Meşrutiyete Karşı Dinî Bir Protesto
Naini’nin kitabı Şeyh Fazlullah Nuri gibi karşısında yer almadan evvel meşrutiyetçi hareketi savunmuş olan kişilerce başı çekilen, meşrutiyetçiler arasındaki çağdaş dinî ayaklanmalar tarafından motive edilmiş görünmektedir. Nuri ve onun gibi düşünenler, ilk parlamentodan geçmiş bir anayasayı ve meclisten geçen bazı mevzuatları, şeriata ve İslam’a aykırı bulmuşlardır. İlk parlamentonun bir üyesi olarak Nuri, büyük bir tehlike olduğunu düşündüğü sekülerizm hakkında ciddi endişelerinden bahsetmiştir. Kendisi ve onun gibiler, cinsiyete ve dine bakmaksızın bütün vatandaşların yasal olarak eşitliğine karşı çıkmışlardır.
Ayrıca ifade özgürlüğüne ve ulemanın gözetimi olmaksızın dinî meselelerin ele alınmasına olanak sağlayacak olması sebebi ile basın özgürlüğüne de karşı çıkmışlardır.
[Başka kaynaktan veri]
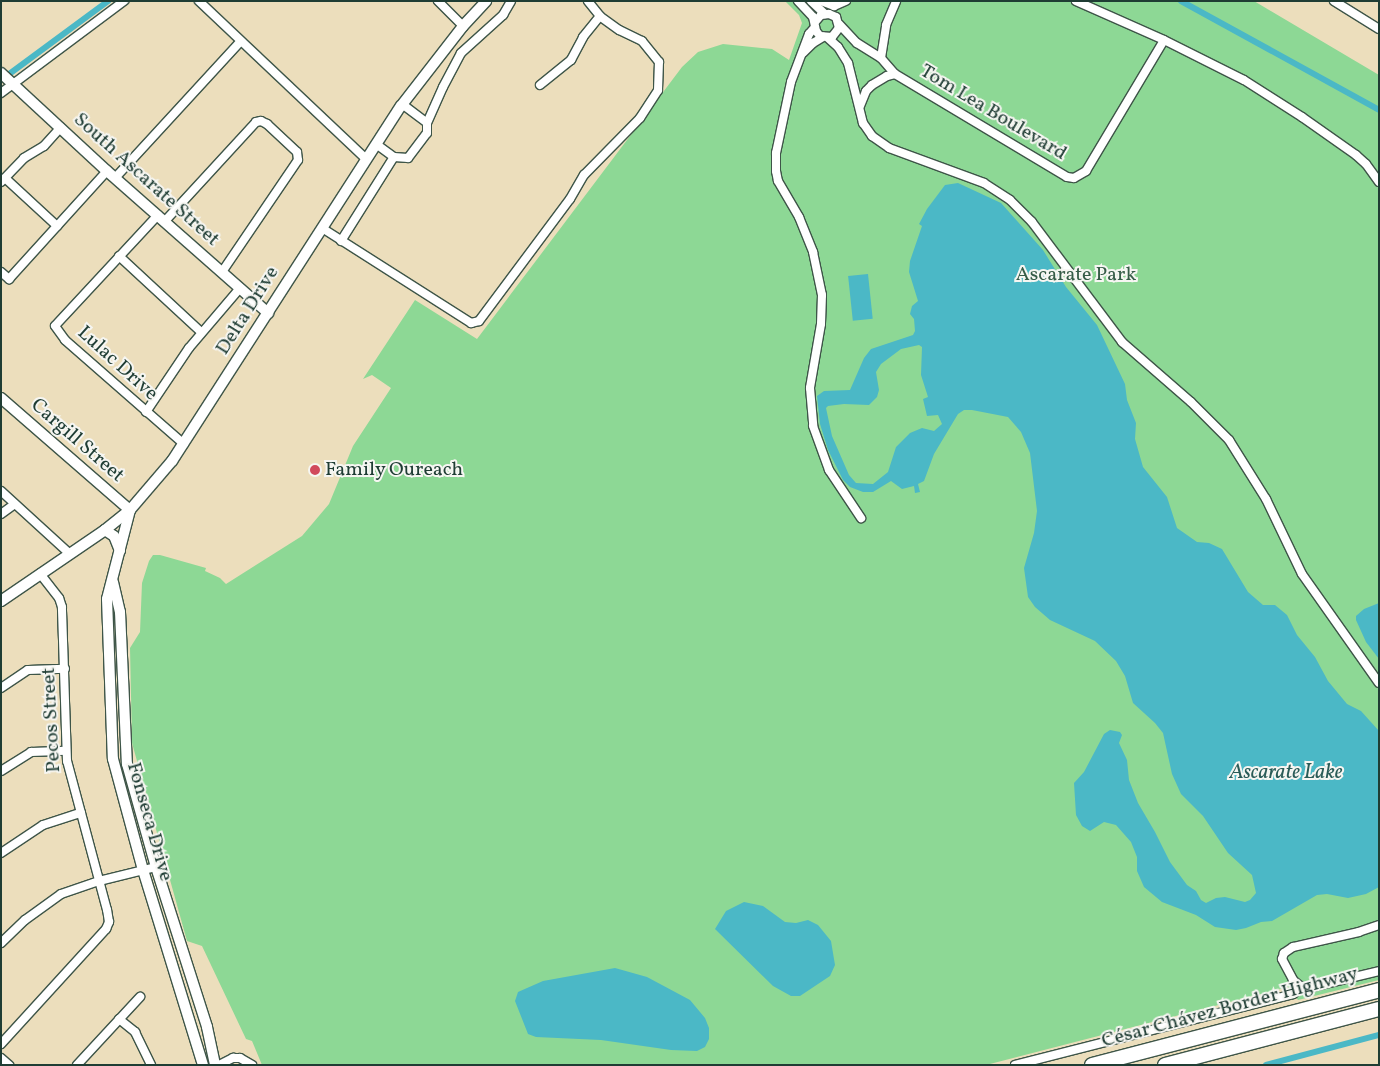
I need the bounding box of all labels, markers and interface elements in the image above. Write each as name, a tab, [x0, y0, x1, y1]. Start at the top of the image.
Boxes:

Seküler milliyetçi fraksiyonun uzun süren direnişinin ardından Nuri nihayetinde İkinci Değişiklik’in (Second Amendment) parlamentoda onaylanmasını sağlamıştır. Şeriat ile uyumlu olduklarından emin olunan yasaları onaylama hususunda son söz, beş müçtehitten oluşan bir komiteye verilmiştir.
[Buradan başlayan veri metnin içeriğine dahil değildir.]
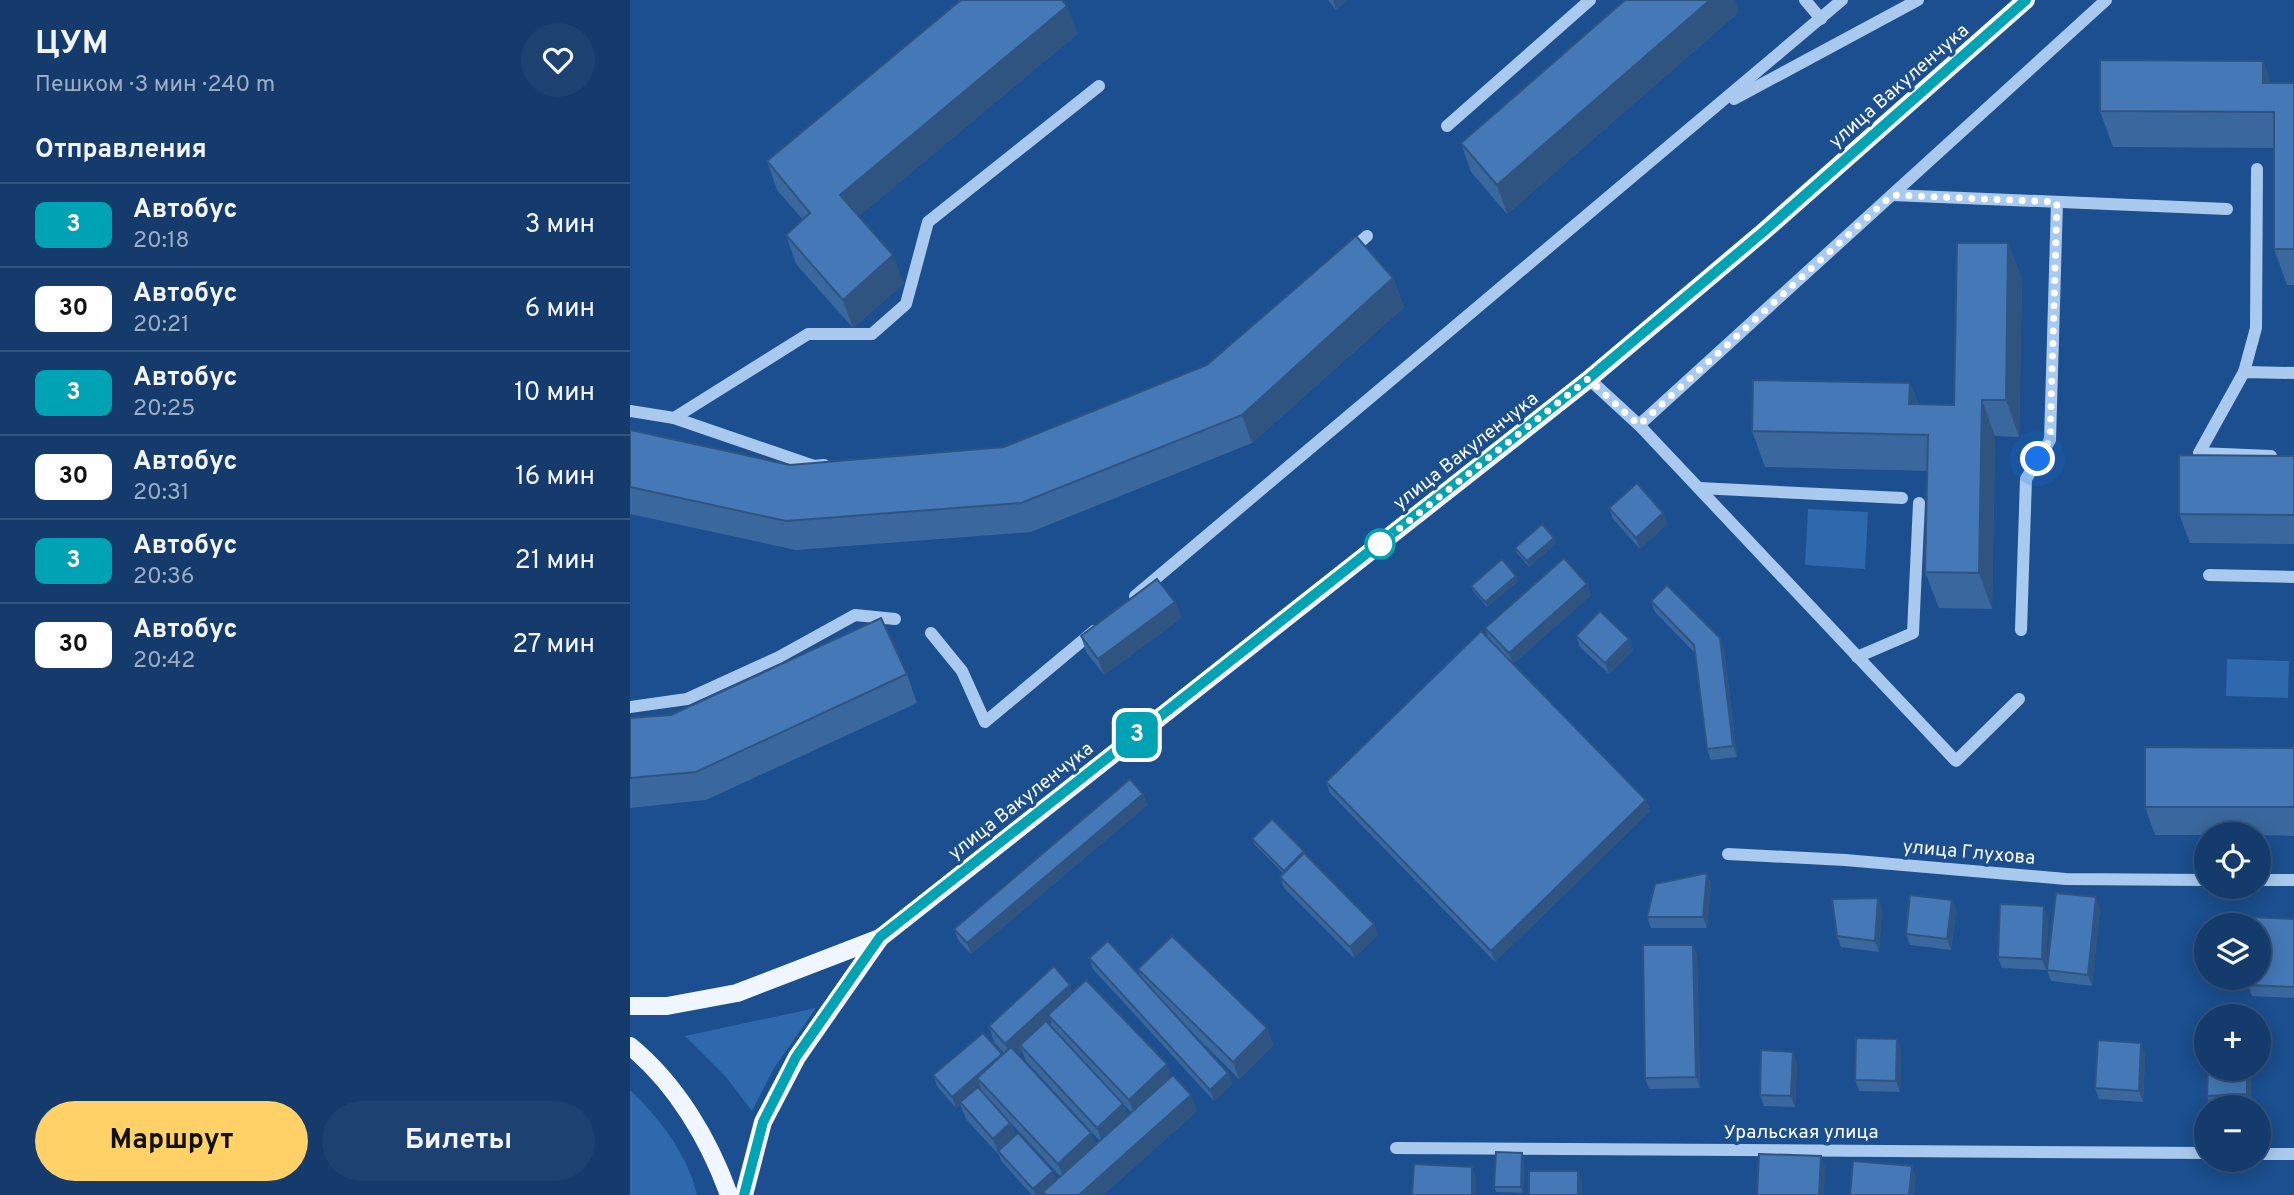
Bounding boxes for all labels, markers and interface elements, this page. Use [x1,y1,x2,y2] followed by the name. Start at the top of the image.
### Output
[1824,19,1974,154] street label: улица Вакуленчука
[521,23,595,97] button: heart
[35,24,109,66] text: ЦУМ
[35,71,275,100] text: Пешком · 3 мин · 240 m
[35,134,207,167] text: Отправления
[133,194,238,227] text: Автобус
[525,209,595,242] text: 3 мин
[66,210,81,240] text: 3
[133,227,190,256] text: 20:18
[133,278,238,311] text: Автобус
[525,293,595,326] text: 6 мин
[59,294,88,324] text: 30
[133,311,190,340] text: 20:21
[133,362,238,395] text: Автобус
[514,377,595,410] text: 10 мин
[66,378,81,408] text: 3
[1389,387,1544,516] street label: улица Вакуленчука
[133,395,195,424] text: 20:25
[2020,441,2055,476] your location
[133,446,238,479] text: Автобус
[515,461,595,494] text: 16 мин
[59,462,88,492] text: 30
[133,479,189,508] text: 20:31
[1365,529,1395,559] unlabelled marker
[133,530,238,563] text: Автобус
[515,545,595,578] text: 21 мин
[66,546,81,576] text: 3
[133,563,195,592] text: 20:36
[133,614,238,647] text: Автобус
[512,629,595,662] text: 27 мин
[59,630,88,660] text: 30
[133,647,195,676] text: 20:42
[1114,712,1160,758] line badge: 3
[1130,720,1144,750] text: 3
[944,737,1099,866] street label: улица Вакуленчука
[2194,822,2271,1172] map controls
[2194,822,2271,899] button: locate
[1902,835,2036,871] street label: улица Глухова
[2194,913,2271,990] button: layers
[2194,1004,2271,1081] button: +
[2194,1095,2271,1172] button: −
[35,1101,308,1181] button: Маршрут
[322,1101,595,1181] button: Билеты
[1724,1121,1878,1145] street label: Уральская улица

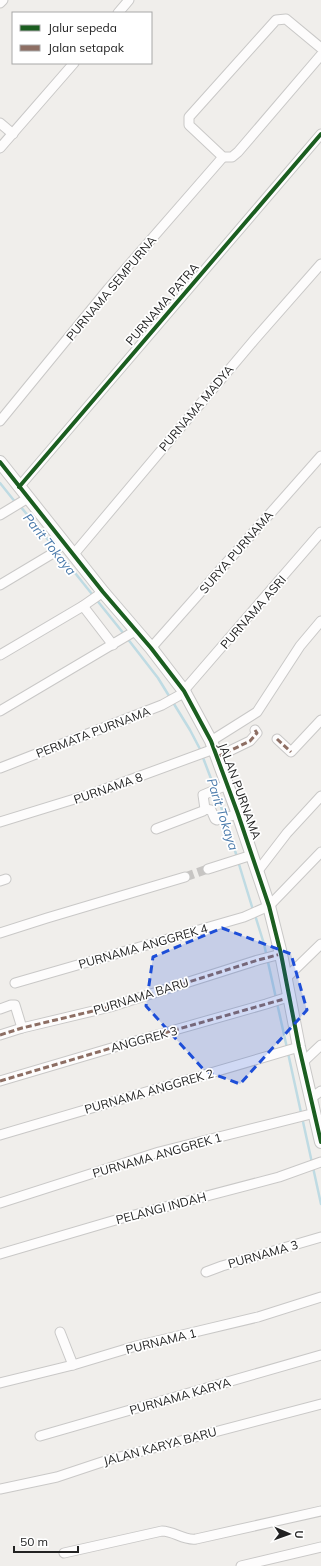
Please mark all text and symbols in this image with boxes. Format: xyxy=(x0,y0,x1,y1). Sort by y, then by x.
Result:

Muhammed Ali Şah’ın parlamentoyu kaldırdığı ve baskıcı yönetimini yeniden kurduğu 1907-1909 arasındaki dönem, birçok sebeple çağdaş İran tarihinin en dibe vurduğu noktadır. Meşrutiyetçi hareketi ilerleten ulusal birlik, seküler ve dinî hizipçiliğe bölünmüş ve meşrutiyet karşıtı bir ayaklanma yaşanmıştır. Ayrıca İran’ın kuzeyde Rus birlikleri (Muhammed Ali Şah destekçileri) ve güneyde meşrutiyet destekçisi İngilizler tarafından işgal edilmesi ile bu bölgedeki dış müdahale yoğunlaşmıştır. Bu durum yüce merciyi, Ahund Horasani ve diğer müçtehitleri direnişe liderlik etmek ve anayasayı yeniden canlandırmak için Irak’tan İran’a gelmeye itmiştir. Horasani yolculuğun arifesinde vefat etmiş olmasına rağmen mercinin meşrutiyetin geri kazanılması ve yabancı istilasına karşı ülke bütünlüğünün savunulması konusundaki kararlılığının haberi, diktatör Şah ve onun Rus müttefikleri ile mücadele etme hususunda milliyetçilerin manevi gücünü arttırmıştır. Ulema, yabancı istilasına ve Şah’ın altındaki Rus etkisine karşı ülke bütünlüğünün savunulmasının, Şii ülkesini kurtarmak ve korumak adına en az cihat kadar önemli bir görev olduğunu düşünüyordu. Tebriz ve İsfahan’da örgütlenen milliyetçi birlikler, 1909 yılında Tahran’a doğru yürümüşler, başarılı bir şekilde Şah’ı görevden alarak parlamentoyu yeniden açmışlardır.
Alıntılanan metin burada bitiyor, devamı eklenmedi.